Your task — Scan the entries for the string "labels" and give the number of lines that have it, nothing further.

::: Extracted data

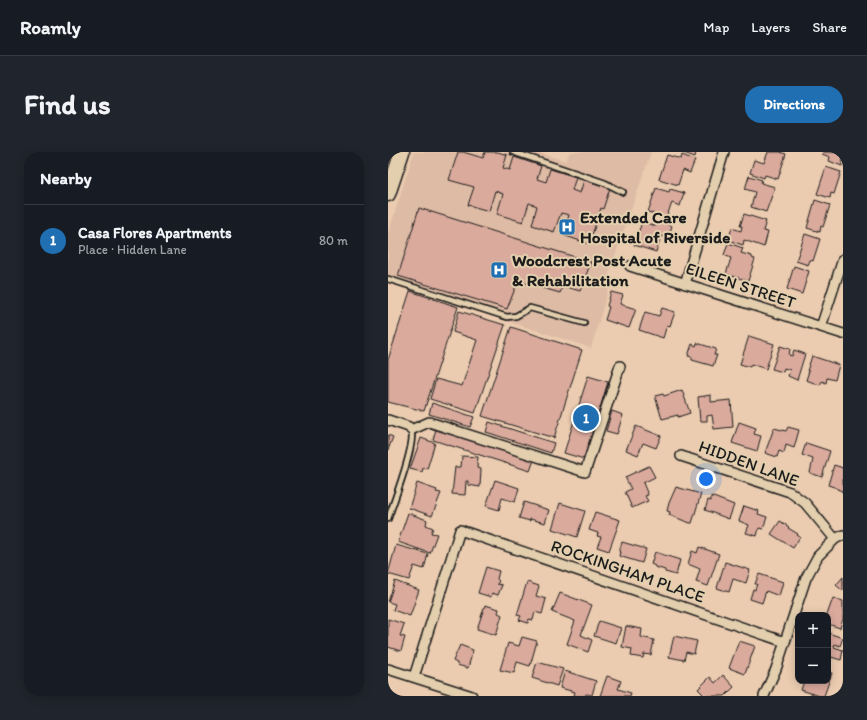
<!DOCTYPE html>
<meta charset="utf-8">
<style>
body{margin:0;font-family:Itim,sans-serif;background:#20242c;color:#f1f3f6}
.controls{position:absolute;right:12px;bottom:12px;display:grid;overflow:hidden;border-radius:8px;box-shadow:0 2px 10px #0003}
.controls button{width:36px;height:36px;display:grid;place-items:center;padding:0;border:0;border-bottom:1px solid #363941;background:#171b24;color:#f1f3f6;font:20px sans-serif}
.you{position:absolute;left:318px;top:327px;width:14px;height:14px;margin:-10px;border:3px solid #fff;border-radius:50%;background:#1a73e8;box-shadow:0 0 0 6px #1a73e833}
.badge{display:grid;place-items:center;width:26px;height:26px;border-radius:50%;background:#1f6fb2;color:#fff;font-size:13px;font-weight:700}
.pin{position:absolute;translate:-50% -50%;border:2px solid #fff;box-shadow:0 1px 4px #0006}
.list{margin:0;padding:0;list-style:none}
h2{display:flex;justify-content:space-between;align-items:center;height:52px;margin:0;padding:0 16px;font-size:17px}
h2 small{font-size:13px;font-weight:400;color:#9ea1a6}
.list li{display:grid;grid-template-columns:26px 1fr auto;gap:12px;align-items:center;box-sizing:border-box;height:72px;padding:0 16px;border-top:1px solid #363941}
.list b{display:block;font-size:15px;white-space:nowrap}
.list p{margin:0;font-size:13px;white-space:nowrap;color:#9ea1a6}
.list em{font-size:13px;font-style:normal;color:#9ea1a6}
.map{position:relative;flex:none;width:455px;height:544px;overflow:hidden;border-radius:16px}
header{display:flex;align-items:center;gap:24px;box-sizing:border-box;height:56px;padding:0 20px;background:#171b24;border-bottom:1px solid #363941}
header strong{font-size:19px}
nav{display:flex;gap:22px;margin-inline-start:auto;font-size:14px}
.intro{display:flex;align-items:center;justify-content:space-between;box-sizing:border-box;height:96px;padding:0 24px}
h1{margin:0;font-size:28px}
.button{padding:10px 18px;border-radius:16px;background:#1f6fb2;color:#fff;font-size:14px;font-weight:700}
main{display:flex;gap:24px;padding:0 24px}
aside{flex:1;background:#171b24;border-radius:16px;box-shadow:0 2px 10px #0003}
.map>svg:first-child{display:block}
.built{fill:#debba4}
.building{fill:#daaa9d;stroke:#1c1c1c}
.lines{fill:none;stroke-linecap:round;stroke-linejoin:round}
.lane-casing{stroke:#1c1c1c;stroke-width:8}
.street-casing{stroke:#1c1c1c;stroke-width:12}
.primary-casing{stroke:#1c1c1c;stroke-width:17}
.lane{stroke:#e3cfae;stroke-width:4.5}
.street{stroke:#e3cfae;stroke-width:9}
.primary{stroke:#e3cfae;stroke-width:14}
.labels{text-anchor:middle;stroke-width:4;stroke-linejoin:round;paint-order:stroke}
.poi-label{font-size:17px;font-weight:bold;fill:#1c1c1c;stroke:#e3cfae;text-anchor:start}
.street-label{font-size:17px;fill:#1c1c1c;stroke:#e3cfae}
</style>
<header>
<strong>Roamly</strong>
<nav><a>Map</a><a>Layers</a><a>Share</a></nav>
</header>
<div class="intro"><h1>Find us</h1><a class="button">Directions</a></div>
<main>
<aside>
<h2>Nearby<small></small></h2>
<ul class="list">
<li><span class="badge">1</span><div><b>Casa Flores Apartments</b><p>Place · Hidden Lane</p></div><em>80 m</em></li>
</ul>
</aside>
<div class="map">
<svg width="455" height="544" viewBox="0 0 455 544">
<rect width="100%" height="100%" fill="#ebccb0"/>
<filter id="ink" filterUnits="userSpaceOnUse"><feTurbulence type="fractalNoise" baseFrequency=".025" numOctaves="2"/><feDisplacementMap in="SourceGraphic" scale="8" xChannelSelector="R" yChannelSelector="G"/><feConvolveMatrix kernelMatrix="1 2 1 2 8 2 1 2 1" color-interpolation-filters="sRGB"/></filter>
<g filter="url(#ink)">
<path class="built" d="M26,0H149L178,9L182,0H263L219,127L223,128L203,196L0,131V82Z"/>
<path class="building" d="M70,0H75L95,6L97,0H110L119,3L115,16L122,18L126,5L153,14L149,27L158,30L162,17L188,25L184,38L192,41L196,28L222,36L215,57L213,56L201,92L175,83L181,63L173,61L166,80L144,73L149,54L141,51L135,70L109,62L115,42L107,39L101,59L80,53L86,35L61,28Z
M293,0H308L307,5Z
M380,0H392L398,2L390,27L377,23L376,26L362,21L366,8L376,11Z
M435,0L455,1L454,14L441,9L442,5L434,2Z
M279,3L293,7L294,3L307,8L302,21L295,18L290,33L271,27Z
M438,15L453,20L446,42L443,41L442,46L429,42Z
M361,24L374,28L373,31L387,35L378,60L363,55L367,40L357,37Z
M268,36L281,40L282,37L296,41L292,54L284,51L278,66L260,60Z
M427,48L442,53L435,75L433,74L432,80L419,76Z
M31,56L203,110L192,139L175,134L172,141L130,129L119,157L10,124Z
M356,62L378,69L375,79L380,80L376,95L356,88L355,93L340,88L344,76L353,79L354,74H352Z
M270,69L284,74L280,86L273,84L268,100L246,93L254,70L268,74Z
M417,82L432,87L425,109L422,108L420,113L408,109Z
M340,91L355,96L353,101L364,104V106L367,107L360,129L338,122L343,106L336,103Z
M406,114L421,119L414,142L399,137Z
M22,139L70,155L36,259L0,250V208Z
M223,140L235,143L232,152L248,157L241,176L217,168L221,155L219,154Z
M274,156L287,160L282,174L279,173L275,186L251,178L257,160L271,164Z
M71,159L117,173L87,261L42,247L48,227L74,234L89,188L65,180Z
M123,175L194,198L166,286L94,264Z
M361,184L386,192L378,217L363,212L362,215L352,212Z
M309,191L328,197L326,203H329L325,214L304,208V205L300,204L304,192L308,194Z
M392,194L402,197L401,203L404,204L406,198L417,202L409,228L400,224L402,218L396,216L395,220L384,217Z
M424,204L451,213L447,228L439,226L438,231L434,229L432,233L418,228L421,219H419Z
M200,224L220,230L196,307L176,301Z
M294,238L302,261L290,265V263L274,267L267,244L275,242L276,244Z
M323,243V250L343,248L345,275L326,277L324,263L319,264V269H312L310,245Z
M44,251L86,265L82,275L41,262Z
M224,259L235,263L229,282L218,279Z
M101,270L166,291L163,301L98,280Z
M351,270L368,276L366,282L373,284L369,299L344,291Z
M248,274L273,284L268,296L255,291L250,303L238,298Z
M400,275L411,278L406,296L398,293L396,301L391,299L389,305L377,301L386,276L398,279Z
M48,277L146,308L142,319L45,288Z
M0,283L5,285L0,298Z
M33,286L47,291L39,317L35,316L34,320L22,317Z
M418,291L442,299L434,325L422,321L425,307L414,303Z
M74,304L90,305L89,316L93,317L92,335L80,333V329H78L77,343L64,342L67,315H73Z
M446,313L455,316V341L454,340V339L449,337V336L440,333Z
M261,314L267,325L255,331L260,343L257,344L260,349L244,356L237,340L243,337L237,325Z
M107,328L131,336L127,350L114,346L111,358L98,354Z
M29,331L49,338L48,340L53,341L44,364L21,356Z
M288,335L313,342L304,371H302L281,363L282,360L279,359L281,351Z
M323,344L346,353L341,367L317,358L320,348L323,349Z
M136,350L161,358L157,371L142,367V369L131,366Z
M172,351L197,359L189,385L164,377Z
M356,354L371,359L370,362L379,365L375,377L371,376L369,384L358,381L361,373L351,369Z
M207,360L232,368L221,399L209,395L213,385L209,384L210,381L201,378Z
M20,361L39,368L38,373L45,376L43,381L49,382L42,401L10,390Z
M392,369L401,375L400,376L410,382L409,383L412,385L405,396L383,382Z
M234,390L258,397L254,411L231,404L232,400H231Z
M8,393L40,402L36,417L26,414L21,428L0,422Z
M311,395L331,402L320,434L308,430L312,417L300,412L304,399L309,401Z
M267,400L292,408L288,423L277,420V418L267,415V414L263,412Z
M337,410L362,418L358,431L345,427L341,440L329,436Z
M98,415L111,419L109,427L111,429L109,432L114,433L110,443L104,441L103,445L90,441Z
M371,422L395,430L391,444L378,439L374,451L362,447L365,437L367,438L369,432H367Z
M455,425V439L448,433Z
M7,429L31,438L22,464L5,458L7,452L0,450Z
M139,430L151,434L148,444L158,447L154,462L147,460L145,468L141,467L140,471L131,468L133,464L129,463Z
M172,441L204,453L193,483L204,488L200,500L179,492L187,469L164,460Z
M445,446L455,449V467L452,476L440,472L441,468L439,463Z
M97,453L111,457L110,461L114,463L108,483L89,477Z
M0,467L16,472L12,484L17,485L13,499L0,495Z
M211,469L233,476L228,491L206,484Z
M238,474L254,477L253,485L266,488L263,503L256,502L255,506L243,504L244,497L234,495Z
M440,481L455,486L452,494L447,492L446,495L455,498L453,508L443,505L442,509H440Z
M286,484L309,489L306,502L298,500L296,508L281,505Z
M134,485L149,489L142,514L129,510L126,521L112,518L120,491L131,494Z
M351,489L367,494L357,522L341,516Z
M72,493L85,498L80,516L69,513V511L65,509Z
M149,510L175,517L169,534L144,526Z
M177,519L208,529L204,543L198,542L197,544H186L187,540L172,536Z
M440,520L444,521L436,544H432L413,538L416,529H440Z
M335,523L346,535L337,544H313L315,542L310,537L322,525L327,531Z
M219,524L233,529L230,537L243,541L242,544H212Z"/>
<g class="lines">
<g class="lane-casing">
<path id="lane" d="M125,0L217,31L235,40
M0,127L119,165L128,164L142,156L196,171
M0,367C5,351 29,291 23,278"/>
</g>
<g class="street-casing">
<path id="street" d="M242,114L455,182
M297,132L336,0
M433,175L455,107
M0,268L21,275L23,278L41,270L197,320L232,214
M293,304L402,340L417,351L447,387
M0,517L84,544
M26,525L72,378L397,490
M376,544L388,517L418,426L430,404L447,387L455,383"/>
</g>
<g class="primary-casing">
<path id="primary" d="M0,42L14,0"/>
</g>
<use href="#lane" class="lane"/>
<use href="#street" class="street"/>
<use href="#primary" class="primary"/>
</g>
</g>
<defs>
<g id="hospital-square" transform="scale(0.9)"><rect x="-9" y="-9" width="18" height="18" rx="4" fill="#1f6fb2" stroke="#e3cfae"/><path d="M-5-5h3v3.5h4V-5h3V5h-3V1.5h-4V5h-3Z" fill="#fff"/></g>
</defs>
<g fill-rule="evenodd">
<use href="#hospital-square" x="179" y="75"/>
<use href="#hospital-square" x="111" y="118"/>
</g>
<g class="labels">
<g class="poi-label">
<text x="192" y="71">Extended Care<tspan x="192" dy="20">Hospital of Riverside</tspan></text>
<text x="124" y="114">Woodcrest Post Acute<tspan x="124" dy="20">&amp; Rehabilitation</tspan></text>
</g>
<g class="street-label">
<text transform="translate(353 133) rotate(18)" y="6">EILEEN STREET</text>
<text transform="translate(361 311) rotate(20)" y="6">HIDDEN LANE</text>
<text transform="translate(240 419) rotate(19)" y="6">ROCKINGHAM PLACE</text>
</g>
</g>
</svg>
<div class="controls">
<button>+</button>
<button>−</button>
</div>
<div class="you"></div>
<div class="pin badge" style="left:198px;top:266px">1</div>
</div>
</main>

::::::

Result of this exercise — 2